### [INFORMATION SHOWN]

# # #

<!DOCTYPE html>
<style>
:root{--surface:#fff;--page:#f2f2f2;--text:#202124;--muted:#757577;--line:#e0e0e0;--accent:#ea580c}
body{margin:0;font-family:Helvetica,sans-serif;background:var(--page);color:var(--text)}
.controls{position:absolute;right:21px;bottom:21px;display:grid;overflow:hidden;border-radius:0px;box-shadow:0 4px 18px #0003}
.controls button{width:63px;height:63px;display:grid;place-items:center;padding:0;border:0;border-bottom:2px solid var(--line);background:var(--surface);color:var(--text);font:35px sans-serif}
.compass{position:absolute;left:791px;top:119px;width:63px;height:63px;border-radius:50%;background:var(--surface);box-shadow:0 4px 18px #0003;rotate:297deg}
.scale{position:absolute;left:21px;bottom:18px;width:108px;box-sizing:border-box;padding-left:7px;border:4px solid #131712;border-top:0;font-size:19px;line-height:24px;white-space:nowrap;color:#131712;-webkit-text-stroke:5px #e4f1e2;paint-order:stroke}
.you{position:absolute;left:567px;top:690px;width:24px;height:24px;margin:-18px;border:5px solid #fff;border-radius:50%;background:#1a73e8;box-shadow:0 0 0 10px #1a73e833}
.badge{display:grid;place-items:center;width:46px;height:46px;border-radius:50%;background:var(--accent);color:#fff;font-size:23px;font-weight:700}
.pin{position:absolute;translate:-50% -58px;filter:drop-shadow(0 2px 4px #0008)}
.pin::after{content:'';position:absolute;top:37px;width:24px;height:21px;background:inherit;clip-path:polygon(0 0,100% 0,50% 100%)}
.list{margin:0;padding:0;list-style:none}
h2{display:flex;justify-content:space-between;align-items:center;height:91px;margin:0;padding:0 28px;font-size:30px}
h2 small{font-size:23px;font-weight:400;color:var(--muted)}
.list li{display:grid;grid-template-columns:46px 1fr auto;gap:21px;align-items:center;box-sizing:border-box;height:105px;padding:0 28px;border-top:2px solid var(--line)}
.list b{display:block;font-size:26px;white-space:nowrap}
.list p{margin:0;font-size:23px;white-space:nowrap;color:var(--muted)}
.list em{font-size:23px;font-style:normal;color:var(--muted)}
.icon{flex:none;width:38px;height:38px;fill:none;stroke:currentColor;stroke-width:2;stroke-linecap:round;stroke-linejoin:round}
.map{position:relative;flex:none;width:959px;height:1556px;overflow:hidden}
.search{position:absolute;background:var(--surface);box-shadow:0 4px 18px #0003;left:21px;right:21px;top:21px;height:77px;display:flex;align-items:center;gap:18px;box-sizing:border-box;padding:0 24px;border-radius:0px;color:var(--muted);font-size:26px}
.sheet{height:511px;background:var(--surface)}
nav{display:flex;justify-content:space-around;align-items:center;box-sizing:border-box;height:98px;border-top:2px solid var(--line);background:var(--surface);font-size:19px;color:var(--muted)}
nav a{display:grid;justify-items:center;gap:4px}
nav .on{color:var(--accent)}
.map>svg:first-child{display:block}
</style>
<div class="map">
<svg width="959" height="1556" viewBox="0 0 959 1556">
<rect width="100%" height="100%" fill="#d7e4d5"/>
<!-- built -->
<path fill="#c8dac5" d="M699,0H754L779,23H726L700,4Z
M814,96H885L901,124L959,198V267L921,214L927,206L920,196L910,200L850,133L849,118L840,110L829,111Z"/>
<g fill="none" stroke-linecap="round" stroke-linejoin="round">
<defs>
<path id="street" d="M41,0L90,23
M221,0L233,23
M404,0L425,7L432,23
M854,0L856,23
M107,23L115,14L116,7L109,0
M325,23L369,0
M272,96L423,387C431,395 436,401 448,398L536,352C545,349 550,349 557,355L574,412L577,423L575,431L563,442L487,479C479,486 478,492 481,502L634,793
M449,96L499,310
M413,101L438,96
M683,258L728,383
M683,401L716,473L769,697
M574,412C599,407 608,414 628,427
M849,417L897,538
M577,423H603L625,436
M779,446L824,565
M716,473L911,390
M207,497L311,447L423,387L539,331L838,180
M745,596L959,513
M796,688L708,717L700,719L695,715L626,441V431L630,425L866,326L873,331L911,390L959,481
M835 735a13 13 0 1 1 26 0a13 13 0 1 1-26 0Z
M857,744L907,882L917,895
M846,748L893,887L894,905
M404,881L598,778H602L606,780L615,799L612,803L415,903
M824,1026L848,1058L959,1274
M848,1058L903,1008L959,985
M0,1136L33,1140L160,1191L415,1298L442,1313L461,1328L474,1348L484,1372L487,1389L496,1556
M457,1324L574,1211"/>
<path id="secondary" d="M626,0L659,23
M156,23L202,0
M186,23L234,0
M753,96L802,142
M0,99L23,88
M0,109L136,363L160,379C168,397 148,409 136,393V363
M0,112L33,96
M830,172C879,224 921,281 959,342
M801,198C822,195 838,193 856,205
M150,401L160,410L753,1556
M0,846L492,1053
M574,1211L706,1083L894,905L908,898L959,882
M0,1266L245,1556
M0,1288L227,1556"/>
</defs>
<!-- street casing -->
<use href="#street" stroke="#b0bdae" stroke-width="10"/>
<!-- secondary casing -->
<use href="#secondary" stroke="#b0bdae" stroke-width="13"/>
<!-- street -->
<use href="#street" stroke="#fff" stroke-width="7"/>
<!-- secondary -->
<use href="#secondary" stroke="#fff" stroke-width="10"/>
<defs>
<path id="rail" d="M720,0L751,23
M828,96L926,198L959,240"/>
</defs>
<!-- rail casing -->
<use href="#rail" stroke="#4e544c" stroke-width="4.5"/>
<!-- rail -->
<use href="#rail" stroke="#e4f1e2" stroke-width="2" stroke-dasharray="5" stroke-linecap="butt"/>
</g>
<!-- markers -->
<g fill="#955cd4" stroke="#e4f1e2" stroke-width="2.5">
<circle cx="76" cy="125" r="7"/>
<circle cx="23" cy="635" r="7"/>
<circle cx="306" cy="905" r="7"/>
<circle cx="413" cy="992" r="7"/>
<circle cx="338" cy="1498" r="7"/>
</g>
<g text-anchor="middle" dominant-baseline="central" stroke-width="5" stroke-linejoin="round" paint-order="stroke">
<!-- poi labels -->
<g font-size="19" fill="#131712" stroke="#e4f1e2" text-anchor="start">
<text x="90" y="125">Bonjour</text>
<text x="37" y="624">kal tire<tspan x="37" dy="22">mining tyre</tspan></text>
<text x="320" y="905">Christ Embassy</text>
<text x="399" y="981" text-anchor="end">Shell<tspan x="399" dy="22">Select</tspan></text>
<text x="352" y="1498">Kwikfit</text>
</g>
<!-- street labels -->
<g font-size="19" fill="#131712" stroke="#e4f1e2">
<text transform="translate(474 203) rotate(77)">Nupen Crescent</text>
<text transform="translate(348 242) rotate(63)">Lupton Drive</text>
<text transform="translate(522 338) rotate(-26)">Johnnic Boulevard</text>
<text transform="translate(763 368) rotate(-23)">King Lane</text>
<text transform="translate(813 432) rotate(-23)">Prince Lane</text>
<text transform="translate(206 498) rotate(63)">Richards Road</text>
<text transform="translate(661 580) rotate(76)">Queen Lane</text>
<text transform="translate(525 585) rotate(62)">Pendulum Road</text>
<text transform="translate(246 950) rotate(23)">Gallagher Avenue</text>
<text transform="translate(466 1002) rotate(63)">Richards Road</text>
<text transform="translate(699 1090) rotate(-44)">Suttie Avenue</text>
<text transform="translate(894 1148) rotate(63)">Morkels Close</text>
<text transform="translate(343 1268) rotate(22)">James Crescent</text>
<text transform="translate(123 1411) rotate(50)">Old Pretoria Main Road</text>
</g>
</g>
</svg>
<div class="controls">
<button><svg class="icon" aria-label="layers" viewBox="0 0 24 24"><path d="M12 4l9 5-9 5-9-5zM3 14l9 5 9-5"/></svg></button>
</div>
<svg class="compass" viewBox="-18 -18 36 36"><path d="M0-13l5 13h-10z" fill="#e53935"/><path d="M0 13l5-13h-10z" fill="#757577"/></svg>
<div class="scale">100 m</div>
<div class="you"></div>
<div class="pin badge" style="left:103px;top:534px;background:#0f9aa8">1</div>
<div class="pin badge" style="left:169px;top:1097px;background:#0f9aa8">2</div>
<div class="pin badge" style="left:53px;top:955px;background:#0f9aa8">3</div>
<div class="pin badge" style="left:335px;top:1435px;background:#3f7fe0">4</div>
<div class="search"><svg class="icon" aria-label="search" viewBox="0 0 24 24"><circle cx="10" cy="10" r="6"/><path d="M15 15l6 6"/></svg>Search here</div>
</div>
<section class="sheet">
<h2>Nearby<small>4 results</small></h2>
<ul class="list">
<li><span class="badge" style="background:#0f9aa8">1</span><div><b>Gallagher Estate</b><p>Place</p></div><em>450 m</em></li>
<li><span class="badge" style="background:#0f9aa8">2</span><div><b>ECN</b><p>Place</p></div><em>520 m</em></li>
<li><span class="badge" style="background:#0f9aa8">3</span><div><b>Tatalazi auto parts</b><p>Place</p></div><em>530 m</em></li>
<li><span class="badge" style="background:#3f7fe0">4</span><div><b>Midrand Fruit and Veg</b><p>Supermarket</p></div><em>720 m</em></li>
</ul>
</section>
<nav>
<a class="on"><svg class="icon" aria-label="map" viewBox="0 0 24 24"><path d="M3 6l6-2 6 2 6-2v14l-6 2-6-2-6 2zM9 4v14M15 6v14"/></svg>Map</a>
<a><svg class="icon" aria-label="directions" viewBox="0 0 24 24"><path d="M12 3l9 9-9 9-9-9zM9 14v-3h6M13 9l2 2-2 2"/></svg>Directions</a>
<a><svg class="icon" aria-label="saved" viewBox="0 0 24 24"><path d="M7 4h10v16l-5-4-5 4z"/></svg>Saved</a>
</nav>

# # #

### [EXERCISE]
Where in the records above does the word "serif" appear? Copy each line that holds it.

### [FINISHED EXERCISE]
body{margin:0;font-family:Helvetica,sans-serif;background:var(--page);color:var(--text)}
.controls button{width:63px;height:63px;display:grid;place-items:center;padding:0;border:0;border-bottom:2px solid var(--line);background:var(--surface);color:var(--text);font:35px sans-serif}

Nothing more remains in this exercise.